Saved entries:
——

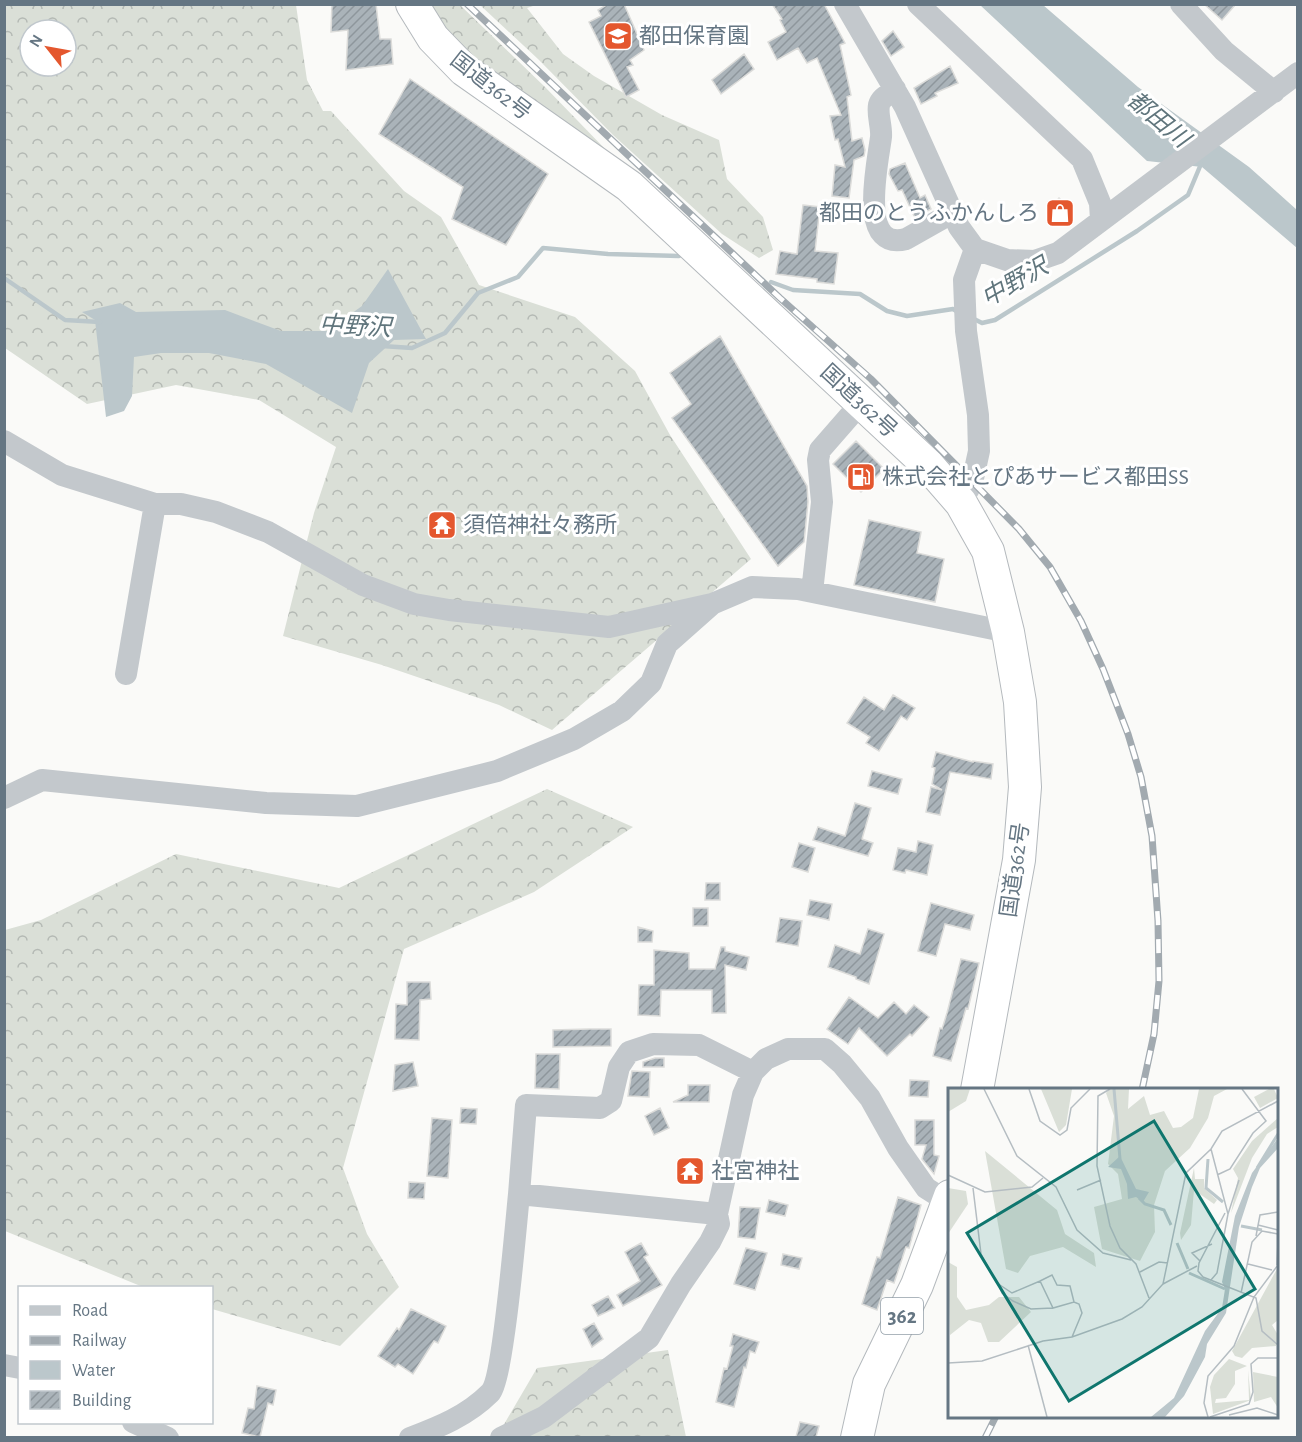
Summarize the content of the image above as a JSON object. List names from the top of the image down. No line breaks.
{"streets":{"highway":["国道362号","362"]},"water":["都田川","中野沢"],"places":{"school or university":["都田保育園"],"shop":["都田のとうふかんしろ"],"fuel station":["株式会社とぴあサービス都田SS"],"temple":["須倍神社々務所","社宮神社"]},"legend":["Road","Railway","Water","Building"],"north":"top left"}
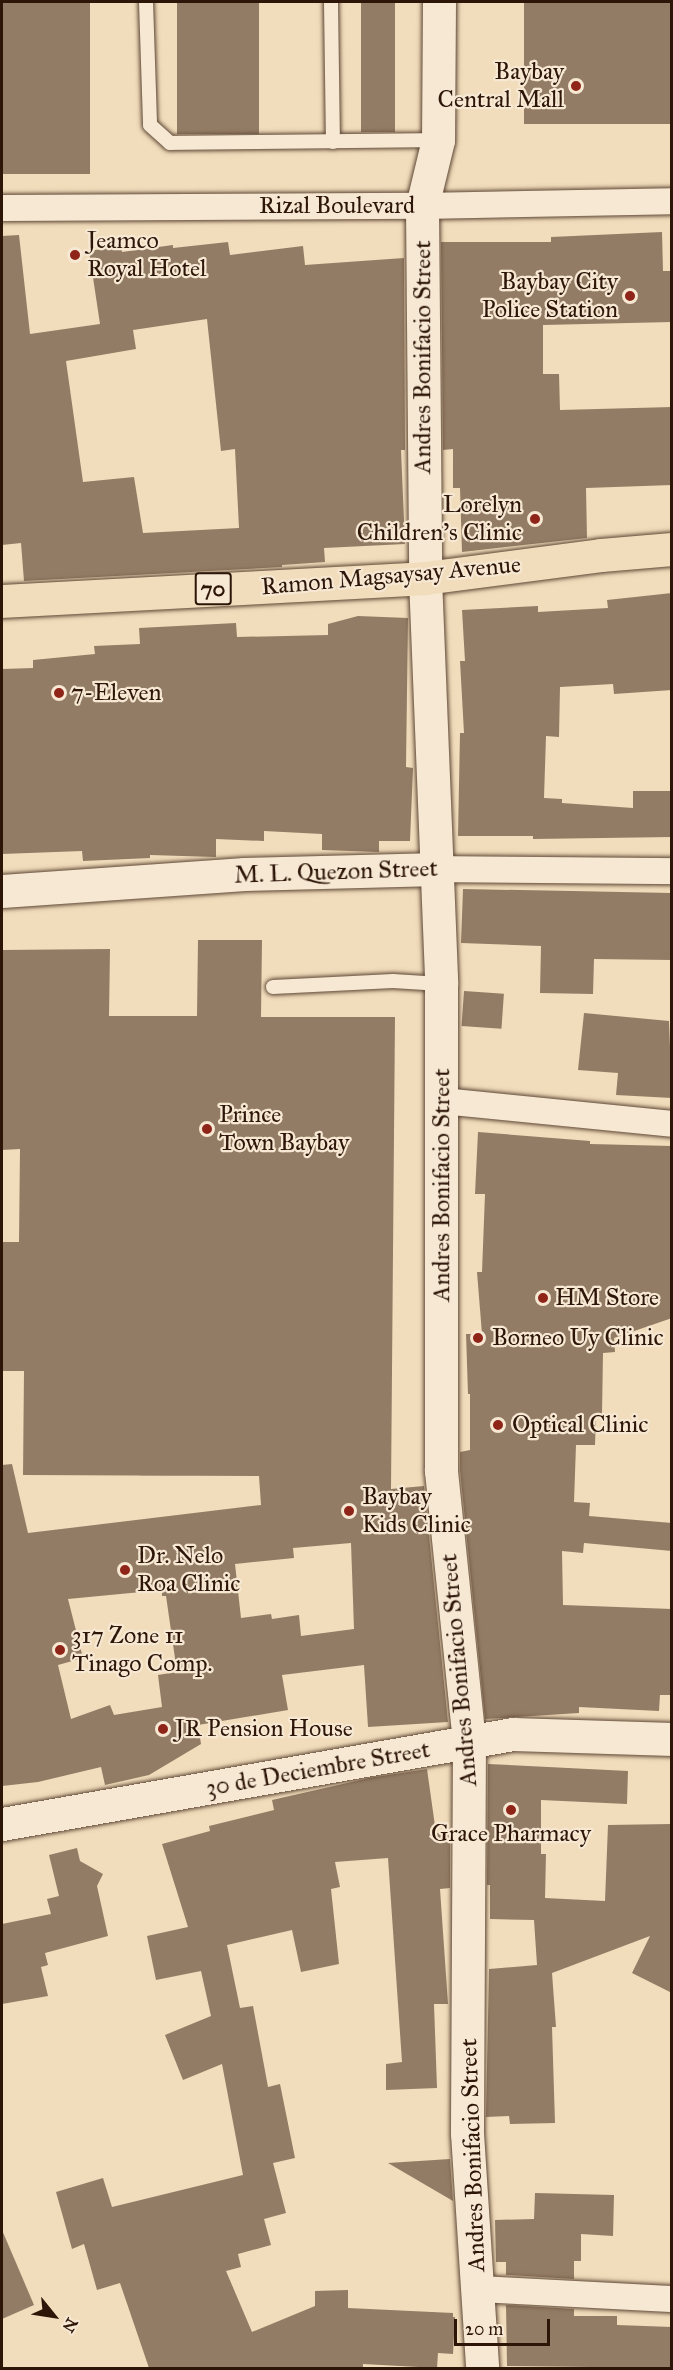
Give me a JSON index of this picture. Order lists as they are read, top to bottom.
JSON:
{
  "streets": {
    "main road": ["Ramon Magsaysay Avenue", "70"],
    "street": [
      "Rizal Boulevard",
      "Andres Bonifacio Street",
      "M. L. Quezon Street",
      "30 de Deciembre Street"
    ]
  },
  "crossings": [
    ["Rizal Boulevard", "Andres Bonifacio Street"],
    ["Andres Bonifacio Street", "Ramon Magsaysay Avenue"],
    ["Andres Bonifacio Street", "M. L. Quezon Street"],
    ["Andres Bonifacio Street", "30 de Deciembre Street"]
  ],
  "places": [
    "Baybay Central Mall",
    "Jeamco Royal Hotel",
    "Baybay City Police Station",
    "Lorelyn Children's Clinic",
    "7-Eleven",
    "Prince Town Baybay",
    "HM Store",
    "Borneo Uy Clinic",
    "Optical Clinic",
    "Baybay Kids Clinic",
    "Dr. Nelo Roa Clinic",
    "317 Zone 11 Tinago Comp.",
    "JR Pension House",
    "Grace Pharmacy"
  ],
  "scale_bar": "20 m",
  "north": "bottom right"
}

——

■ **HOW TO COMPLETE THIS TASK**: Leave out the pictures and print each record exactly as it stands.

■ **RESPONSE AREA**:
Summarize the content of the image above as a JSON object. List names from the top of the image down. No line breaks.
{"streets":{"highway":["国道362号","362"]},"water":["都田川","中野沢"],"places":{"school or university":["都田保育園"],"shop":["都田のとうふかんしろ"],"fuel station":["株式会社とぴあサービス都田SS"],"temple":["須倍神社々務所","社宮神社"]},"legend":["Road","Railway","Water","Building"],"north":"top left"}
Give me a JSON index of this picture. Order lists as they are read, top to bottom.
JSON:
{
  "streets": {
    "main road": ["Ramon Magsaysay Avenue", "70"],
    "street": [
      "Rizal Boulevard",
      "Andres Bonifacio Street",
      "M. L. Quezon Street",
      "30 de Deciembre Street"
    ]
  },
  "crossings": [
    ["Rizal Boulevard", "Andres Bonifacio Street"],
    ["Andres Bonifacio Street", "Ramon Magsaysay Avenue"],
    ["Andres Bonifacio Street", "M. L. Quezon Street"],
    ["Andres Bonifacio Street", "30 de Deciembre Street"]
  ],
  "places": [
    "Baybay Central Mall",
    "Jeamco Royal Hotel",
    "Baybay City Police Station",
    "Lorelyn Children's Clinic",
    "7-Eleven",
    "Prince Town Baybay",
    "HM Store",
    "Borneo Uy Clinic",
    "Optical Clinic",
    "Baybay Kids Clinic",
    "Dr. Nelo Roa Clinic",
    "317 Zone 11 Tinago Comp.",
    "JR Pension House",
    "Grace Pharmacy"
  ],
  "scale_bar": "20 m",
  "north": "bottom right"
}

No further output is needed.